Another example of outreach efforts is a project where cameras were placed on monk seals in the wild, which substantially improved understanding of the Hawaiian monk seal foraging landscape and behavior (Parrish and Littnan, 2007). Footage was taken to local schools and in some instances, students were able to directly participate in analyzing the footage alongside the scientific team. Students would count the amount and species of fish being eaten and not eaten by monk seals, allowing them to learn for themselves about monk seal foraging behavior and share what they learned with those in their community. Managers believed this program showed some success in addressing conflict with fishermen through correcting misperceptions about scale of competition for resources. While this type of education and outreach can address surface level disputes over monk seal diet and behavior, education in and of itself has been found to be insufficient in promoting enduring behavior change, which are also guided by social norms (Schultz, 2011). Education and outreach approaches are also limited in their ability to address identity-based drivers of beliefs about monk seals, for instance, when someone’s identity as a fisherman is threatened by a new competitor for resources, regardless of the scale of the actual competition. To address these deeper levels of conflict, approaches based on improving dialogue and trust can improve outcomes (Madden and McQuinn, 2014; Draheim et al., 2015; Hill et al., 2017; Frank et al., 2019).

Monk seal managers and scientists have been working to overcome public mistrust of the government by engaging with communities transparently and providing opportunities for public involvement in research activities and in advising management policies. One federal manager described this priority by stating,

“I absolutely am committed to just speaking the truth, right? So you will get some people that will try to say the easy thing, but even if it gets me yelled at, I’m going to tell them exactly what I think, what the science says or what is likely going to happen, so that at no point, you may not like my message, but you’re never going to not trust.”

Managers have also worked to increase public trust by broadening the types of people included in recovery planning conversations. The team involved in developing and conceptualizing the Main Hawaiian Islands Monk Seal Management Plan was composed of individuals not only associated with government agencies, but instead included Hawaiian cultural leaders, fishermen, scientists, and educators (NMFS, 2015).

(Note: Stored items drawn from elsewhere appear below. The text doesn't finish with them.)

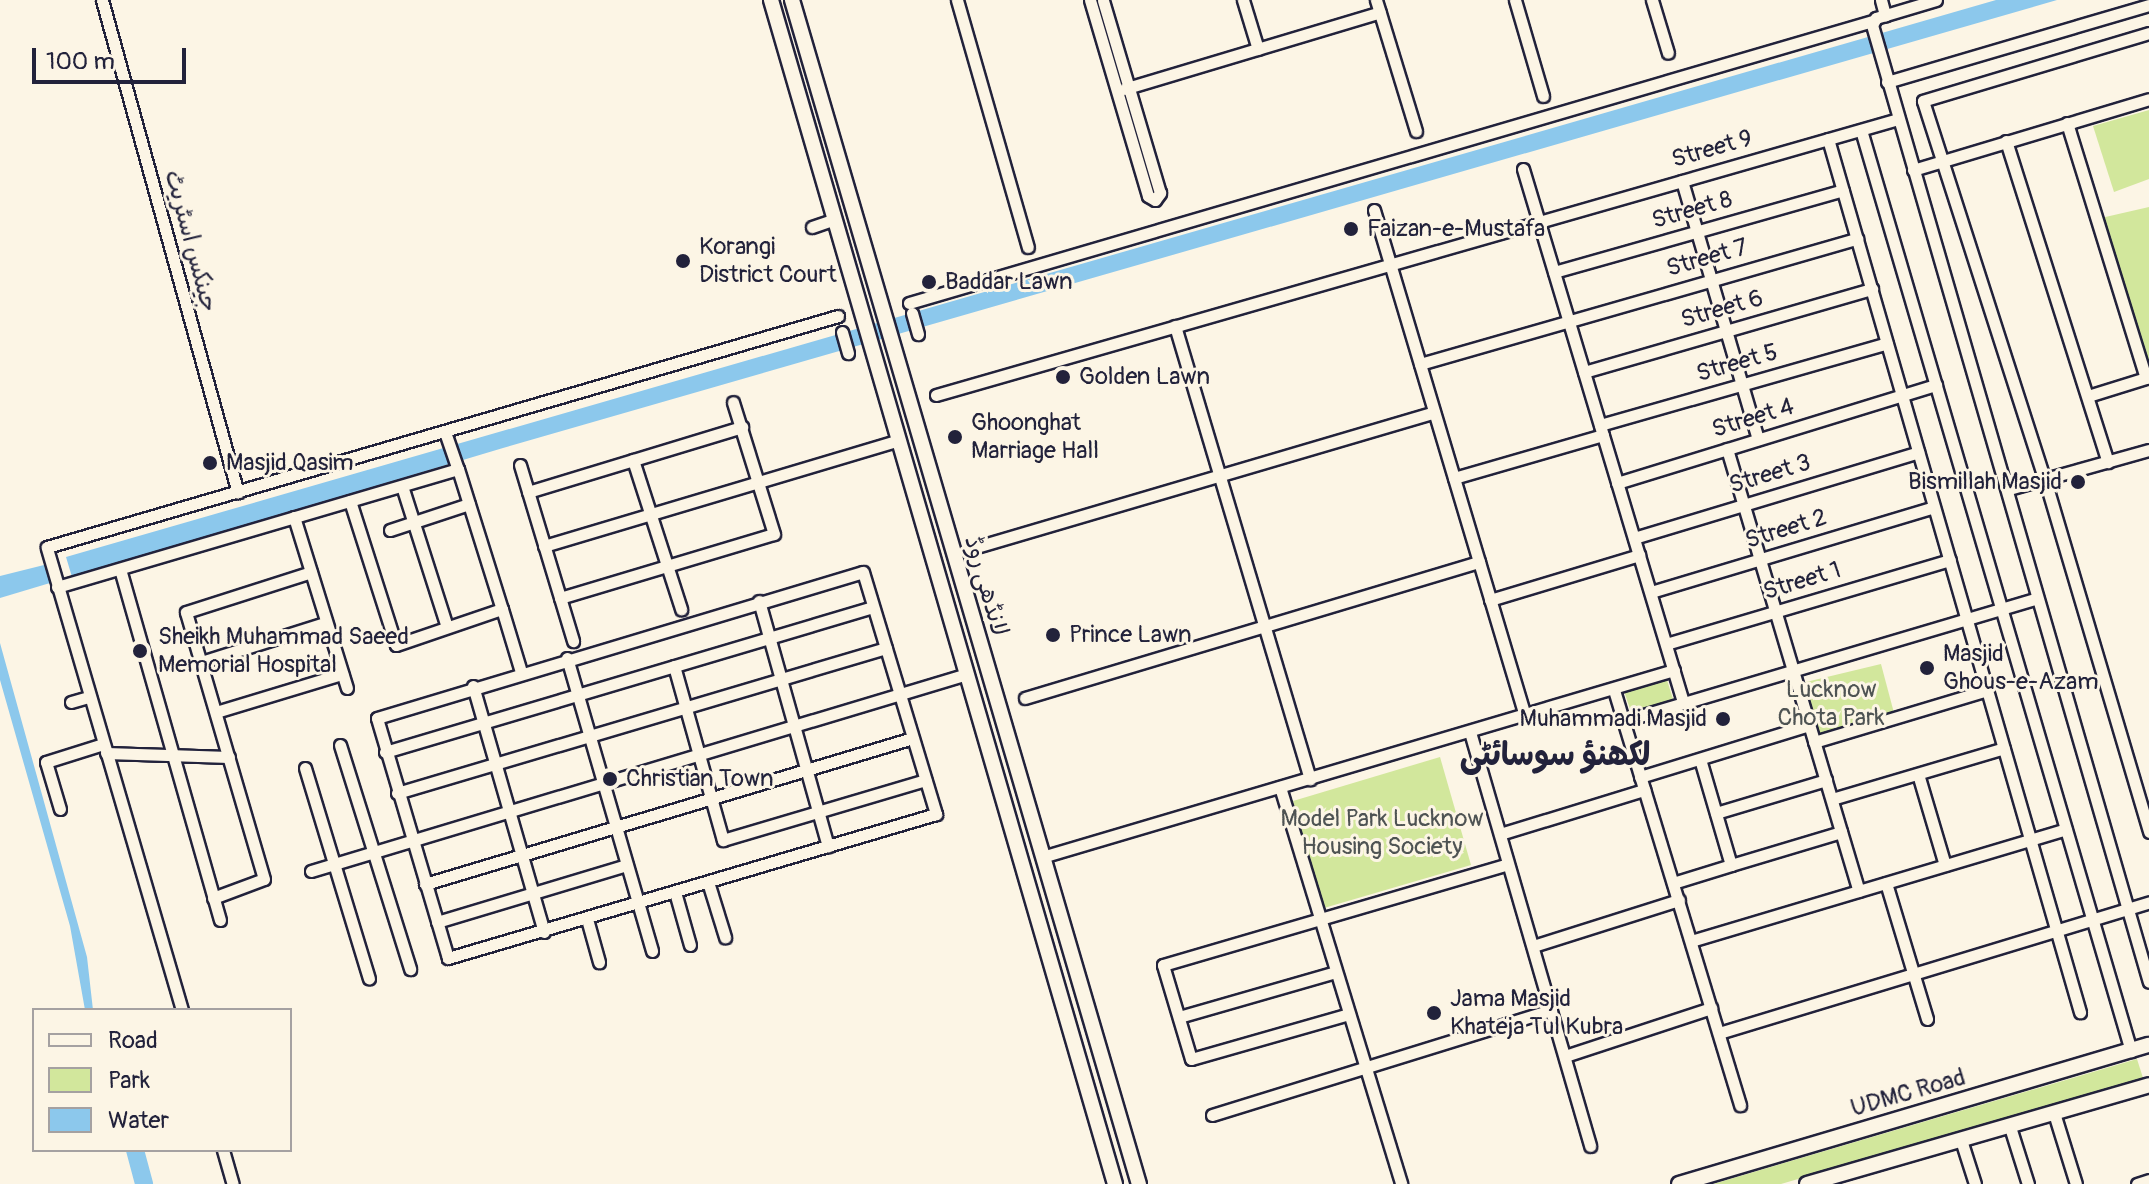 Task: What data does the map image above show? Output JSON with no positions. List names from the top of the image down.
{
  "streets": {
    "main road": ["لانڈھی روڈ", "UDMC Road"],
    "street": [
      "Street 9",
      "Street 8",
      "جینکس اسٹریٹ",
      "Street 7",
      "Street 6",
      "Street 5",
      "Street 4",
      "Street 3",
      "Street 2",
      "Street 1"
    ]
  },
  "districts": ["لکھنؤ سوسائٹی"],
  "parks": ["Lucknow Chota Park", "Model Park Lucknow Housing Society"],
  "places": [
    "Faizan-e-Mustafa",
    "Korangi District Court",
    "Baddar Lawn",
    "Golden Lawn",
    "Ghoonghat Marriage Hall",
    "Masjid Qasim",
    "Bismillah Masjid",
    "Prince Lawn",
    "Sheikh Muhammad Saeed Memorial Hospital",
    "Masjid Ghous-e-Azam",
    "Muhammadi Masjid",
    "Christian Town",
    "Jama Masjid Khateja Tul Kubra"
  ],
  "legend": ["Road", "Park", "Water"],
  "scale_bar": "100 m"
} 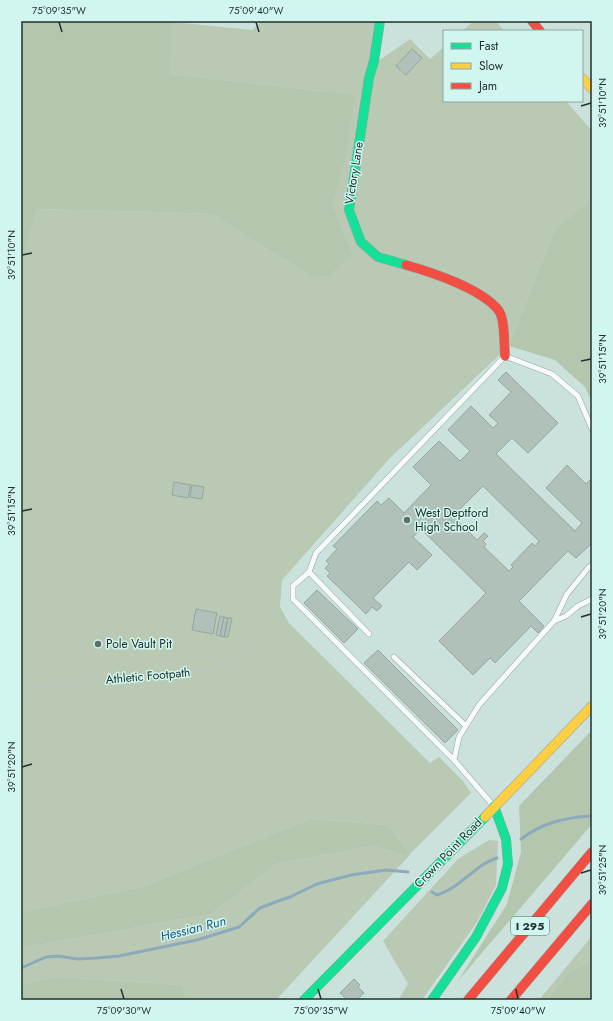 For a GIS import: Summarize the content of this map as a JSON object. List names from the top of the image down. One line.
{"streets":{"main road":["Victory Lane","Crown Point Road","I 295"],"path":["Athletic Footpath"]},"water":["Hessian Run"],"places":["West Deptford High School","Pole Vault Pit"],"legend":["Fast","Slow","Jam"],"coordinates":["75°09'35\"W","75°09'40\"W","39°51'10\"N","39°51'15\"N","39°51'20\"N","39°51'25\"N","75°09'30\"W"]} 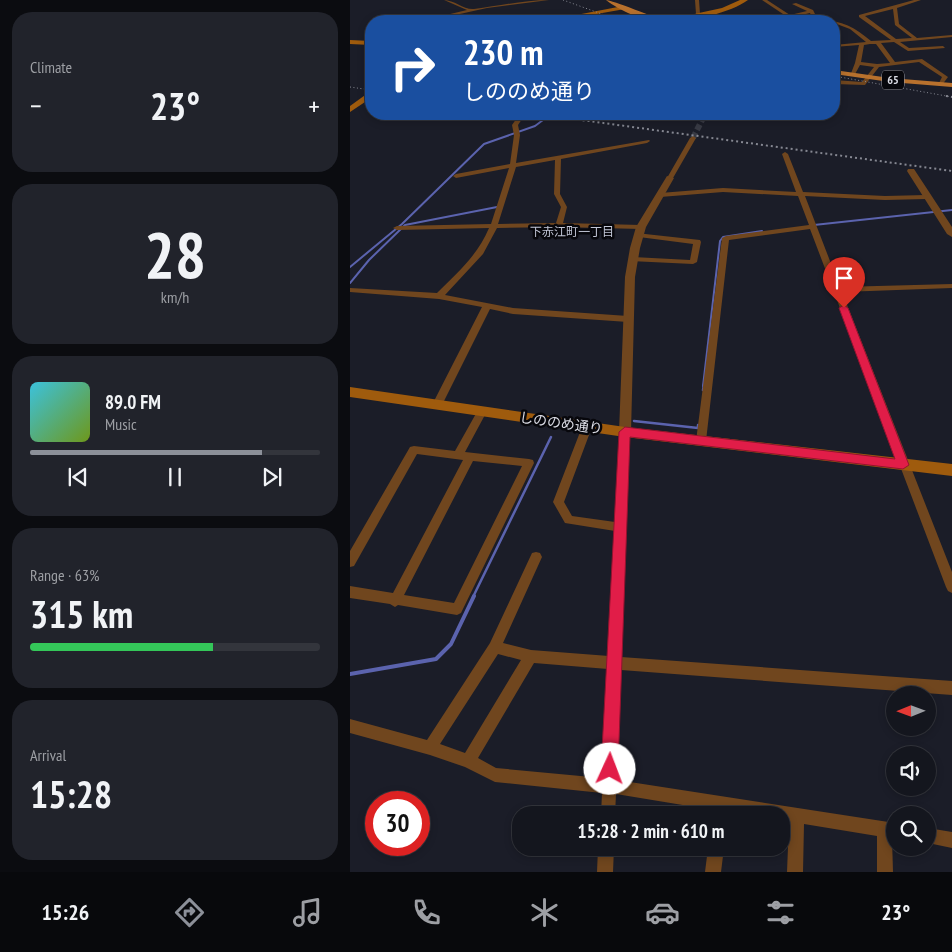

These management efforts have aimed to help address areas of concern, particularly mistrust of government, in an attempt to bridge the gap between federal management decisions and the concerns of local stakeholders. These early efforts to intervene could help to prevent conflict escalation in the future. Continuing these efforts and adapting them to anticipate and address new issues as they arise may be instrumental in preventing deeper conflict in the future (Crowley et al., 2017).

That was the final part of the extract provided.